Task brief: From the listing below, copy each line where "stream" occurs.
*** Source information ***
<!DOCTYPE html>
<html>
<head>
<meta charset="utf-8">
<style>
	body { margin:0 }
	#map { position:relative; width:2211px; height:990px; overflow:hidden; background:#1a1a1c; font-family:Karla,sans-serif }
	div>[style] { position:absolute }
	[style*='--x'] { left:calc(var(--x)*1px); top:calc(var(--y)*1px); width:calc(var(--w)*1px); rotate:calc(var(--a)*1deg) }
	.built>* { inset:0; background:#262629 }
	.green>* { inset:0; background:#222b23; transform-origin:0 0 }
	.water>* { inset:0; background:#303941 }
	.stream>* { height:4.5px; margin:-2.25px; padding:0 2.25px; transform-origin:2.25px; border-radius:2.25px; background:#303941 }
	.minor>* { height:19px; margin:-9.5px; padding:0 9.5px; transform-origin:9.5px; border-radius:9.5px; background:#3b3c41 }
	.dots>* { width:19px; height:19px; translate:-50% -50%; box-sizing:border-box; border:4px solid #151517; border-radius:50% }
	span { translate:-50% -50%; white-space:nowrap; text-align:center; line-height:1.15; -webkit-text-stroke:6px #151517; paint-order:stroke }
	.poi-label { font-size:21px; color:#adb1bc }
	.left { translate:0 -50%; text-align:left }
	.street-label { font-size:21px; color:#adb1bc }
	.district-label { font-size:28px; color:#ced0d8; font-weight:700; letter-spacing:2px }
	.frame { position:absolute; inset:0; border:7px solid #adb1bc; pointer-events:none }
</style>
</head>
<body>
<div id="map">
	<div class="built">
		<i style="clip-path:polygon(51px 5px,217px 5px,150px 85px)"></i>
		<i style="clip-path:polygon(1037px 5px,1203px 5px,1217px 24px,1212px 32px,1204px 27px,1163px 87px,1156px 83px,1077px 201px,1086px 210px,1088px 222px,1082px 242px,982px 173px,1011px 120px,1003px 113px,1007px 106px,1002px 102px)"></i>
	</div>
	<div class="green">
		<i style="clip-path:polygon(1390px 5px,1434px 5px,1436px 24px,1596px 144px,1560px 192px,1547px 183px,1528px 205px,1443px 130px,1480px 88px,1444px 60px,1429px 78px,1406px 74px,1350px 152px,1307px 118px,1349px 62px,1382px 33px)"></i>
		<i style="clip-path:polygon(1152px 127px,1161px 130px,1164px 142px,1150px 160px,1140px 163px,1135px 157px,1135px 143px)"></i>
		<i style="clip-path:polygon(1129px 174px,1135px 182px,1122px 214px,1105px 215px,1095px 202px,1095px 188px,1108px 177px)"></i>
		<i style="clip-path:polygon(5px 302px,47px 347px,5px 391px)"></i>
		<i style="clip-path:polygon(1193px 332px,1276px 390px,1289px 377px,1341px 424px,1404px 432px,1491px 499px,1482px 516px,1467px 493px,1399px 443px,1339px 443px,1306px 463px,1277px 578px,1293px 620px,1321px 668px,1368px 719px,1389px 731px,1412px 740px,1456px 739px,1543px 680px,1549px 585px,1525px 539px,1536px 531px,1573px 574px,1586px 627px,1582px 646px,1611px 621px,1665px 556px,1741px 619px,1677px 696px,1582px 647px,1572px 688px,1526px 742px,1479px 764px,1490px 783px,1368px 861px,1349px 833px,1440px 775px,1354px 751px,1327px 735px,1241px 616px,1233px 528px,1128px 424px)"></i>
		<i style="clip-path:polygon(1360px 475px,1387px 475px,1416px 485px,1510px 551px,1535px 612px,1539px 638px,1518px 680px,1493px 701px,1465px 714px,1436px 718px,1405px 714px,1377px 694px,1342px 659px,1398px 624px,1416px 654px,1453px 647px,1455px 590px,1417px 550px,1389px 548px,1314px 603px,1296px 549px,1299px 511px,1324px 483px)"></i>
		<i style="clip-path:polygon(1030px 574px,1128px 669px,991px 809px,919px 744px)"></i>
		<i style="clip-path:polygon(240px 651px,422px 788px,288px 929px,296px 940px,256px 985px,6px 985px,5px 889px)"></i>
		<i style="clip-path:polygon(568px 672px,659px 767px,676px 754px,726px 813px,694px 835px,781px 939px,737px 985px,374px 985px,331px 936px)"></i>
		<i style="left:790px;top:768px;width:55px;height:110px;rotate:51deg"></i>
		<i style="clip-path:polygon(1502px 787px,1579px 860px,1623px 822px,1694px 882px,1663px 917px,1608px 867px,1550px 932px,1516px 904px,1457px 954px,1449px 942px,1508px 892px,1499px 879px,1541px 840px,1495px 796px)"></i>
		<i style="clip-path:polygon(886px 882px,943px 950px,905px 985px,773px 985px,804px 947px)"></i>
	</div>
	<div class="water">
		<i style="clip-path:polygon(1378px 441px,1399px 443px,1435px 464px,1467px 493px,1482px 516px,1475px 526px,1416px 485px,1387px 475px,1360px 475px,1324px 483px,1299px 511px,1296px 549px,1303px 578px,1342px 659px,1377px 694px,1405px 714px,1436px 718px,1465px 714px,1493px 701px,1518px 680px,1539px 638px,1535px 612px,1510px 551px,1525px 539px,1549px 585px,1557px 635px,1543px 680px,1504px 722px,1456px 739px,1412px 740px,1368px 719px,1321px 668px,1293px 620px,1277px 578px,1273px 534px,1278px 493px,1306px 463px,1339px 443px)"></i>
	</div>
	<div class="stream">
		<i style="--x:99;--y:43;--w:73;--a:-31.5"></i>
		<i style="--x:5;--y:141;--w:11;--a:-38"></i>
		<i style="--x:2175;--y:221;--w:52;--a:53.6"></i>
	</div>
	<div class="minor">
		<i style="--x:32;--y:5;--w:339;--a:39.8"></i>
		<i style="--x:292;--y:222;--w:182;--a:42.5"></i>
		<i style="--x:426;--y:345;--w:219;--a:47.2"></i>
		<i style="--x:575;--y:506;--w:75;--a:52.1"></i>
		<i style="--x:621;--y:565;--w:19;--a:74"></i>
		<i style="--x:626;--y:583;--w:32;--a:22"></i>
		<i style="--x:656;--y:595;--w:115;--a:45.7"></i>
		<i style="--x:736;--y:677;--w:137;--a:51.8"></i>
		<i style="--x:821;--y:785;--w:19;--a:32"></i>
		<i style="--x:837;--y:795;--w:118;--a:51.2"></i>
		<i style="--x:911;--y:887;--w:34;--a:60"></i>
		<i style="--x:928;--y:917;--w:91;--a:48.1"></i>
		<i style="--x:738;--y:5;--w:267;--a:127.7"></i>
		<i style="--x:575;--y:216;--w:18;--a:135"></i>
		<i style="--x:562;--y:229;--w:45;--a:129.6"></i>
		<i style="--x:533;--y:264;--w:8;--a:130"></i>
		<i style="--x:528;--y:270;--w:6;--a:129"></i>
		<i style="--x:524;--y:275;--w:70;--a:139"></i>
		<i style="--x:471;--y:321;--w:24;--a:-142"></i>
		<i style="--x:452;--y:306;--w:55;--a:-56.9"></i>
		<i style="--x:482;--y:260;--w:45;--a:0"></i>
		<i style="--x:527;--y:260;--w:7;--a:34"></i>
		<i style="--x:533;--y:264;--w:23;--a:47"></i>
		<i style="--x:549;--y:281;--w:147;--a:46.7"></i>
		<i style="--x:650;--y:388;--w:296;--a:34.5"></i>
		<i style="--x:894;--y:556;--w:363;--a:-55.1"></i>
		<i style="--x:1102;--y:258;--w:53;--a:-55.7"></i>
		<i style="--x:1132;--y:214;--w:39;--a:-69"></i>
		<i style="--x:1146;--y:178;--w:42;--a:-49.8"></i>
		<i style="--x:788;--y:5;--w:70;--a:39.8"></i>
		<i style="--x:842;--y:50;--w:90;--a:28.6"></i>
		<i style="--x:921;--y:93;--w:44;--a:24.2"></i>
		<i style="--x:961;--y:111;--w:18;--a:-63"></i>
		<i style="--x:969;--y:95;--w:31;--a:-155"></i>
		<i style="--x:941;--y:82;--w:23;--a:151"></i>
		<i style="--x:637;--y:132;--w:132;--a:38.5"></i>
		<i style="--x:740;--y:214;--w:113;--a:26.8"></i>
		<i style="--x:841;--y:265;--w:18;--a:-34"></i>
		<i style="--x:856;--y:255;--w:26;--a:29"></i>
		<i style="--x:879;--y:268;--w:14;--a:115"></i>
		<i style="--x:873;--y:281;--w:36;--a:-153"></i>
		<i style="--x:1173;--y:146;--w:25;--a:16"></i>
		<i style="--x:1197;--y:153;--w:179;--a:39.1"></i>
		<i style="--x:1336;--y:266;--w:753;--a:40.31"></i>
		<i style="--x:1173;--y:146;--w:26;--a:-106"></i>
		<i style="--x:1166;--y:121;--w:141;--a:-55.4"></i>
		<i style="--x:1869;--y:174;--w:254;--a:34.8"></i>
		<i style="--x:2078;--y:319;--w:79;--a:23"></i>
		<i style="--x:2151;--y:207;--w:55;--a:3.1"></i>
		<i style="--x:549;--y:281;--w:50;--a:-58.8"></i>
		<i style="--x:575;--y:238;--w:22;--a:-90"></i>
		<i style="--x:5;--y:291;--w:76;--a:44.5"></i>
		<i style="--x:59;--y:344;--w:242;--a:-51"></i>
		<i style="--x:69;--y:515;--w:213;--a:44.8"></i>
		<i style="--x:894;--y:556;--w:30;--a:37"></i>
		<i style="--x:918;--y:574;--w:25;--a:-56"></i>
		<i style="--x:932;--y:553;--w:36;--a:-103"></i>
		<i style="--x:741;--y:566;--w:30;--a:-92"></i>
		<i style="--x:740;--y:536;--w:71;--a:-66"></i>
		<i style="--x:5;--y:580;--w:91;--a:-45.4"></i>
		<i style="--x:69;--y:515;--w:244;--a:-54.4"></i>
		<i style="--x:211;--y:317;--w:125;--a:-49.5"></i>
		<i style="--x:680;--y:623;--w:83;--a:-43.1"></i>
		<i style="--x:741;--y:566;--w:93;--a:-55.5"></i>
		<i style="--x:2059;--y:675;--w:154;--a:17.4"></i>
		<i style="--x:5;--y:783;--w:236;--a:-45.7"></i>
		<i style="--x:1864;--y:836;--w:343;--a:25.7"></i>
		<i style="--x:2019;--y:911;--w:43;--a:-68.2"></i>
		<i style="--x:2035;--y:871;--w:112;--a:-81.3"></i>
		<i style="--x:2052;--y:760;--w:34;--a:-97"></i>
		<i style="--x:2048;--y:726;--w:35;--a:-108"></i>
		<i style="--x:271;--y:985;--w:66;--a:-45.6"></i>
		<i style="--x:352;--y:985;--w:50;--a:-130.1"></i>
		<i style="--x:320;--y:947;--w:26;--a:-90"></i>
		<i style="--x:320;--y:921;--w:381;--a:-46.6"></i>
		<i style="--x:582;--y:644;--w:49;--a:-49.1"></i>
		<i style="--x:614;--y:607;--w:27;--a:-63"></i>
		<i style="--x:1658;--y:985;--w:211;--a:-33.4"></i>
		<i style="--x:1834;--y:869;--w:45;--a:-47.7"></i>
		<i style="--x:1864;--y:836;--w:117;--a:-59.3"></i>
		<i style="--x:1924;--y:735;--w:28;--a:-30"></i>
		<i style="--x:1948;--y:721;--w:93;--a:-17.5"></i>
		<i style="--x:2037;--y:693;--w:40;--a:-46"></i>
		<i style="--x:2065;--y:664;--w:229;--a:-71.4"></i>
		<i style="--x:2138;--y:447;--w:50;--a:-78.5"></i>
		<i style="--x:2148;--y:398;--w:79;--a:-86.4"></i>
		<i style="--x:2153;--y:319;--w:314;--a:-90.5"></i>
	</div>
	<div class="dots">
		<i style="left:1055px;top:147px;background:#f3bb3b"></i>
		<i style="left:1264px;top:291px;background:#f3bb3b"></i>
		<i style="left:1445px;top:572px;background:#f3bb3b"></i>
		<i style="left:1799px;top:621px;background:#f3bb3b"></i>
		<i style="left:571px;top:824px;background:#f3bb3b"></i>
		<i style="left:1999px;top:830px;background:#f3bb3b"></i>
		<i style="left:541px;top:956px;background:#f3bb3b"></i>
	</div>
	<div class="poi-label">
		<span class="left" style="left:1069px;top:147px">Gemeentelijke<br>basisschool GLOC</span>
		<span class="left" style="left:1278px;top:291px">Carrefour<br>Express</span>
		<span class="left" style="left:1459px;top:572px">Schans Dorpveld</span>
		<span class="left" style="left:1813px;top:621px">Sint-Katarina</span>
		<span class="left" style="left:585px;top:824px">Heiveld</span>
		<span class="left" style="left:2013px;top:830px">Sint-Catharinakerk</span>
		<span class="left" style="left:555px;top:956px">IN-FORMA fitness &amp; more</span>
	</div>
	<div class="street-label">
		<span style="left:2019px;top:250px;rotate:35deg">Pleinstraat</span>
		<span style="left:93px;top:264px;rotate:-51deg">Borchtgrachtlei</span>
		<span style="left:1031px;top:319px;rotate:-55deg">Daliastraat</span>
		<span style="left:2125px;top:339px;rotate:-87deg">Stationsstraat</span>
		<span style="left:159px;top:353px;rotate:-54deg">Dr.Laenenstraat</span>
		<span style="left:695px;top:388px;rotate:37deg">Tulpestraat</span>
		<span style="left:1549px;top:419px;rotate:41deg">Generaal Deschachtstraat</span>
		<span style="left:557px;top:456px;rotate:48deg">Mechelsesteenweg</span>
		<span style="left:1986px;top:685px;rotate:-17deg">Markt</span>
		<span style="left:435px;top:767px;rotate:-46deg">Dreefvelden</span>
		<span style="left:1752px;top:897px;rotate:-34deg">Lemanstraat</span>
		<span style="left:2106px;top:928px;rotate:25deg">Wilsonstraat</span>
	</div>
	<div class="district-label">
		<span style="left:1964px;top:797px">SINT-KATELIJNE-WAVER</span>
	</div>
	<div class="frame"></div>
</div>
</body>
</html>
*** End of Source information ***
*** Source information ***
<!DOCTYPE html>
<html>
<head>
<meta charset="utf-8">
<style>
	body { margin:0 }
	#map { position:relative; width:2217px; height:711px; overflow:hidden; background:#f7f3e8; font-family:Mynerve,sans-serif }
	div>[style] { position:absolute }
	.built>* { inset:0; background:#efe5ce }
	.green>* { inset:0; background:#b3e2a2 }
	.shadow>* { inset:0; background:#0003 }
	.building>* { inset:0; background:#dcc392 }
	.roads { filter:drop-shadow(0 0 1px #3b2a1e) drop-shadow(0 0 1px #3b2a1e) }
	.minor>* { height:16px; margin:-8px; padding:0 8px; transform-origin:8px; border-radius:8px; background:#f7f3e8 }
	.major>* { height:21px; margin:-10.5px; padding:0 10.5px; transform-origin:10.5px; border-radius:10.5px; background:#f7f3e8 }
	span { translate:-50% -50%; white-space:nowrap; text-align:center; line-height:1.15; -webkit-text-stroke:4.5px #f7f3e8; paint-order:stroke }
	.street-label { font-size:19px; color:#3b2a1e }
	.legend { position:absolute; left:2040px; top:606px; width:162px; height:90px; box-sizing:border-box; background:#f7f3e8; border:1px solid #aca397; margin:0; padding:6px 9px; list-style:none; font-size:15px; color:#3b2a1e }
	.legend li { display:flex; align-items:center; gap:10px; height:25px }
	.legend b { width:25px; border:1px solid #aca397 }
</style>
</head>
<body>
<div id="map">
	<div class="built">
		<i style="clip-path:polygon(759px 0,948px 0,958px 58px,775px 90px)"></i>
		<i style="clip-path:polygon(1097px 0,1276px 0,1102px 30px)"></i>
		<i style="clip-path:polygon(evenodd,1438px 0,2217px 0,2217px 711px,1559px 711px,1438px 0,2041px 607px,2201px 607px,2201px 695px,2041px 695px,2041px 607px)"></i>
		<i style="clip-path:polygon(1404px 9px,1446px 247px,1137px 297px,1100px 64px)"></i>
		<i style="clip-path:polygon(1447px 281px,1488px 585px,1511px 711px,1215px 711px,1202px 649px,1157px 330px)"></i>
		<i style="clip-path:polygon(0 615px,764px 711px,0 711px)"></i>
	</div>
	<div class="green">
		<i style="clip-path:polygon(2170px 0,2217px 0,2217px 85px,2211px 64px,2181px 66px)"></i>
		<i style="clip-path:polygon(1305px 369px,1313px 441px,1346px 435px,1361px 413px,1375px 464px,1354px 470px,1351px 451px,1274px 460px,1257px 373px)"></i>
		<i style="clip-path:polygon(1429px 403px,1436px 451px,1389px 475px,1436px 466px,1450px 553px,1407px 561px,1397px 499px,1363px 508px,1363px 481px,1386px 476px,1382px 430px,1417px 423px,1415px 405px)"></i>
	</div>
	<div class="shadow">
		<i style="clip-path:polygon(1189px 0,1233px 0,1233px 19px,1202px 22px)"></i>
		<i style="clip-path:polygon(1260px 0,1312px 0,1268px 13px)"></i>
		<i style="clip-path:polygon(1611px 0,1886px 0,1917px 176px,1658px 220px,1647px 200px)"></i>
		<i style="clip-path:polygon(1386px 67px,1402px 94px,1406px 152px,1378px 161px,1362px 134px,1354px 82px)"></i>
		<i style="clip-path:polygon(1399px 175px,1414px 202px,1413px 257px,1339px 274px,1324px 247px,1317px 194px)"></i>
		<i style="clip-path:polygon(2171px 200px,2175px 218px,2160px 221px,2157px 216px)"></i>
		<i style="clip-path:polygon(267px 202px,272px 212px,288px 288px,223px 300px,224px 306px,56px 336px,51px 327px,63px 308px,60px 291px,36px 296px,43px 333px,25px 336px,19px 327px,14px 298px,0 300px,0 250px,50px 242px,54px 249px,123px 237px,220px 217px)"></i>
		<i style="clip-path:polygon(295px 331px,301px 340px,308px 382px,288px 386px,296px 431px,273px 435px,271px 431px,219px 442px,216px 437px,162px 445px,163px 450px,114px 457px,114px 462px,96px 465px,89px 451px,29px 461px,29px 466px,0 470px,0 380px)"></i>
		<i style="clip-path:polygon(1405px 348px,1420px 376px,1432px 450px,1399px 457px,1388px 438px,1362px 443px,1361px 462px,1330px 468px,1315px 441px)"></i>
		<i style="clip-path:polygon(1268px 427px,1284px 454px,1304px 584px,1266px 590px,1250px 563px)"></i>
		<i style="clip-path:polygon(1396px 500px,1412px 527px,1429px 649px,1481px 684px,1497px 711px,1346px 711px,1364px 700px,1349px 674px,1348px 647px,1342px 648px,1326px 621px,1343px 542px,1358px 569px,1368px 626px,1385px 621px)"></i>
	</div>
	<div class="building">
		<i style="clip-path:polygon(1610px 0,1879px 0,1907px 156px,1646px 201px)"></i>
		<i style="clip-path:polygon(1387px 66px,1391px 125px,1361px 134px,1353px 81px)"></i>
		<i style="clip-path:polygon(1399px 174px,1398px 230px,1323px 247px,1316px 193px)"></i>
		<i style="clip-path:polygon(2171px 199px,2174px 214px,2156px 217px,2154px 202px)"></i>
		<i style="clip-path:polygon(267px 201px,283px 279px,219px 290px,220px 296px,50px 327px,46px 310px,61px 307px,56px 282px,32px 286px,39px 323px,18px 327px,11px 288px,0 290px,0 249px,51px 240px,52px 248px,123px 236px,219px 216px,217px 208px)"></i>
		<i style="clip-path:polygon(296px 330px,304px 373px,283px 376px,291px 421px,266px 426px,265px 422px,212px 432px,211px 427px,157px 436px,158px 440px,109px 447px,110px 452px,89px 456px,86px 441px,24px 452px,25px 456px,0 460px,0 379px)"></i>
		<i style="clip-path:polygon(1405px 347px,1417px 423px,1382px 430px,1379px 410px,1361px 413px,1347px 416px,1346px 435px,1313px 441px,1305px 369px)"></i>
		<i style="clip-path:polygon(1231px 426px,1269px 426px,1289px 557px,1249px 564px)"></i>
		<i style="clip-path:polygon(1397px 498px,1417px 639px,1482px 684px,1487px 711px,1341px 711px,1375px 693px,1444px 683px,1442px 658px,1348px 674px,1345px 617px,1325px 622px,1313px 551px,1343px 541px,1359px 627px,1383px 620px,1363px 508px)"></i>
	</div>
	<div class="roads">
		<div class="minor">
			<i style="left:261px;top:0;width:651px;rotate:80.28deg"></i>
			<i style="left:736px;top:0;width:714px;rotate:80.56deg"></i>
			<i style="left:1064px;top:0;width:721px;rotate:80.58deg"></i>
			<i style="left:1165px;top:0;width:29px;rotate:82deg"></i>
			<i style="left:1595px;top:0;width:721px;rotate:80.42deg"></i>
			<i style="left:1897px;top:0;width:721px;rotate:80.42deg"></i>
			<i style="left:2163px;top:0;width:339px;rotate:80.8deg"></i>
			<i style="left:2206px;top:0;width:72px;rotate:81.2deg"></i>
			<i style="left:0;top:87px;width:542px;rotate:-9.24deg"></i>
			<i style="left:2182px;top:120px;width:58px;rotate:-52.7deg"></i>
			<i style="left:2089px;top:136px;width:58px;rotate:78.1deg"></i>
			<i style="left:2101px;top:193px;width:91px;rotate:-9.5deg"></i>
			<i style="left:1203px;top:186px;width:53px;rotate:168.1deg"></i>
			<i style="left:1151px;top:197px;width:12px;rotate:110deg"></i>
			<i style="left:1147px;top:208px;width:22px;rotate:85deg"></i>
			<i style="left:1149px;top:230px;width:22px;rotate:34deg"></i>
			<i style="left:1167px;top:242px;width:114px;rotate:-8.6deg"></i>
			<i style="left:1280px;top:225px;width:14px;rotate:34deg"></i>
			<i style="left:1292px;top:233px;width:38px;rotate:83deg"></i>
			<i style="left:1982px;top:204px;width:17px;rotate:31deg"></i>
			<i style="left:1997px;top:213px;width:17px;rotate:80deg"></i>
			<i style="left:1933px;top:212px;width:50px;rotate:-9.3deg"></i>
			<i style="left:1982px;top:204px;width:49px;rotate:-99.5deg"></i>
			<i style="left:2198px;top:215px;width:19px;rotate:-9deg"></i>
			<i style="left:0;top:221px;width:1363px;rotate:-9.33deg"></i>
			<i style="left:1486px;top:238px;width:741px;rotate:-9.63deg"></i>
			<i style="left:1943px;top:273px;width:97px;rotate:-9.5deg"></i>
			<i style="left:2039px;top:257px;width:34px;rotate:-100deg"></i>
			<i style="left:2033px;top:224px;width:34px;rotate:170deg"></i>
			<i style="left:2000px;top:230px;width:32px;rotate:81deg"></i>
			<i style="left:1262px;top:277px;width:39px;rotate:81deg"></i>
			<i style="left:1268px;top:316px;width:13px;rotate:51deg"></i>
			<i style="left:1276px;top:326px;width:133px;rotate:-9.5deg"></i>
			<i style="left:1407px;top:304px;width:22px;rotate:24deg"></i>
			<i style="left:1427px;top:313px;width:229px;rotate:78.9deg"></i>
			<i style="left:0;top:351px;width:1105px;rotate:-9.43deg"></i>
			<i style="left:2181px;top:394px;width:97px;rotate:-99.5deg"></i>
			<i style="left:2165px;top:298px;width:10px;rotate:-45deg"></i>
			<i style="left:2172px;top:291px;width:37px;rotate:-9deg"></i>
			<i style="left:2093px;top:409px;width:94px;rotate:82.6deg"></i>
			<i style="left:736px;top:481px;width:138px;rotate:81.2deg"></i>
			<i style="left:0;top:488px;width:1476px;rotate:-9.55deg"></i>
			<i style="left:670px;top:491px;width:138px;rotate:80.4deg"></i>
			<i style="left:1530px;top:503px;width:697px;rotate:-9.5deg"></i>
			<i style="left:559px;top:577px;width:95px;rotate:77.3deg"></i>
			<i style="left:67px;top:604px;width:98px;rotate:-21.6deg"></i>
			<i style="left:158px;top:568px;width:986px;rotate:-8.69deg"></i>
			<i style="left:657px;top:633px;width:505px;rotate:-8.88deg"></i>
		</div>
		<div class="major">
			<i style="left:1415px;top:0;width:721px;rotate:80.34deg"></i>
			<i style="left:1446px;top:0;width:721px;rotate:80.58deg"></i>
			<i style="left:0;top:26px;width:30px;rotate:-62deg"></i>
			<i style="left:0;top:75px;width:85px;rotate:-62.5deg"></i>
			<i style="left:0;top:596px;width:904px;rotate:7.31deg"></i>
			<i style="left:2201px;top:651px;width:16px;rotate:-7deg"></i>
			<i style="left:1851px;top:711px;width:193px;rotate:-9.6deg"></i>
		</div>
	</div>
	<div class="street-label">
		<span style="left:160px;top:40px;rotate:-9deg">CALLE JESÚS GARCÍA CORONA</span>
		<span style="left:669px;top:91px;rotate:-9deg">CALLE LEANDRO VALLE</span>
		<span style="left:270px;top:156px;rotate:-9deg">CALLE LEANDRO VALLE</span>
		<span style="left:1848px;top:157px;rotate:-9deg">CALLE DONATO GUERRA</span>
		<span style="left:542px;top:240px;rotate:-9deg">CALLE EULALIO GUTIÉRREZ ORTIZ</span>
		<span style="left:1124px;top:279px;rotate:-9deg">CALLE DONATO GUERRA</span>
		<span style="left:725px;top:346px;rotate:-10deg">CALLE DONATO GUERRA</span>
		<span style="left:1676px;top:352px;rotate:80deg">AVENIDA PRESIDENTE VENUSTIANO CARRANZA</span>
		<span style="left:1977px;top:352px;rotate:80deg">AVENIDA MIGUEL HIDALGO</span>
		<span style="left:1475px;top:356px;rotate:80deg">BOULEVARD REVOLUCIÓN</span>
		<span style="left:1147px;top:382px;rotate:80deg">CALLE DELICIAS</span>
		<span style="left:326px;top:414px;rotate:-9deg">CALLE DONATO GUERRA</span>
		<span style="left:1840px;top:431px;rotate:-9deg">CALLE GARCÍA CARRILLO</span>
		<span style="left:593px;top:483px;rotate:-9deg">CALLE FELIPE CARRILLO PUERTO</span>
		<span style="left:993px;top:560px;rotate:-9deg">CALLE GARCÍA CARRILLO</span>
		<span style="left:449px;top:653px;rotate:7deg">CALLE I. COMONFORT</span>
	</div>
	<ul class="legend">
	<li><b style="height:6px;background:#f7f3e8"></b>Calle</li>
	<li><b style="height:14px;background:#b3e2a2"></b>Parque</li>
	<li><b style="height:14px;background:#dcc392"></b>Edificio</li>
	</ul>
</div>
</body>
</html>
*** End of Source information ***
Response box:
	.stream>* { height:4.5px; margin:-2.25px; padding:0 2.25px; transform-origin:2.25px; border-radius:2.25px; background:#303941 }
	<div class="stream">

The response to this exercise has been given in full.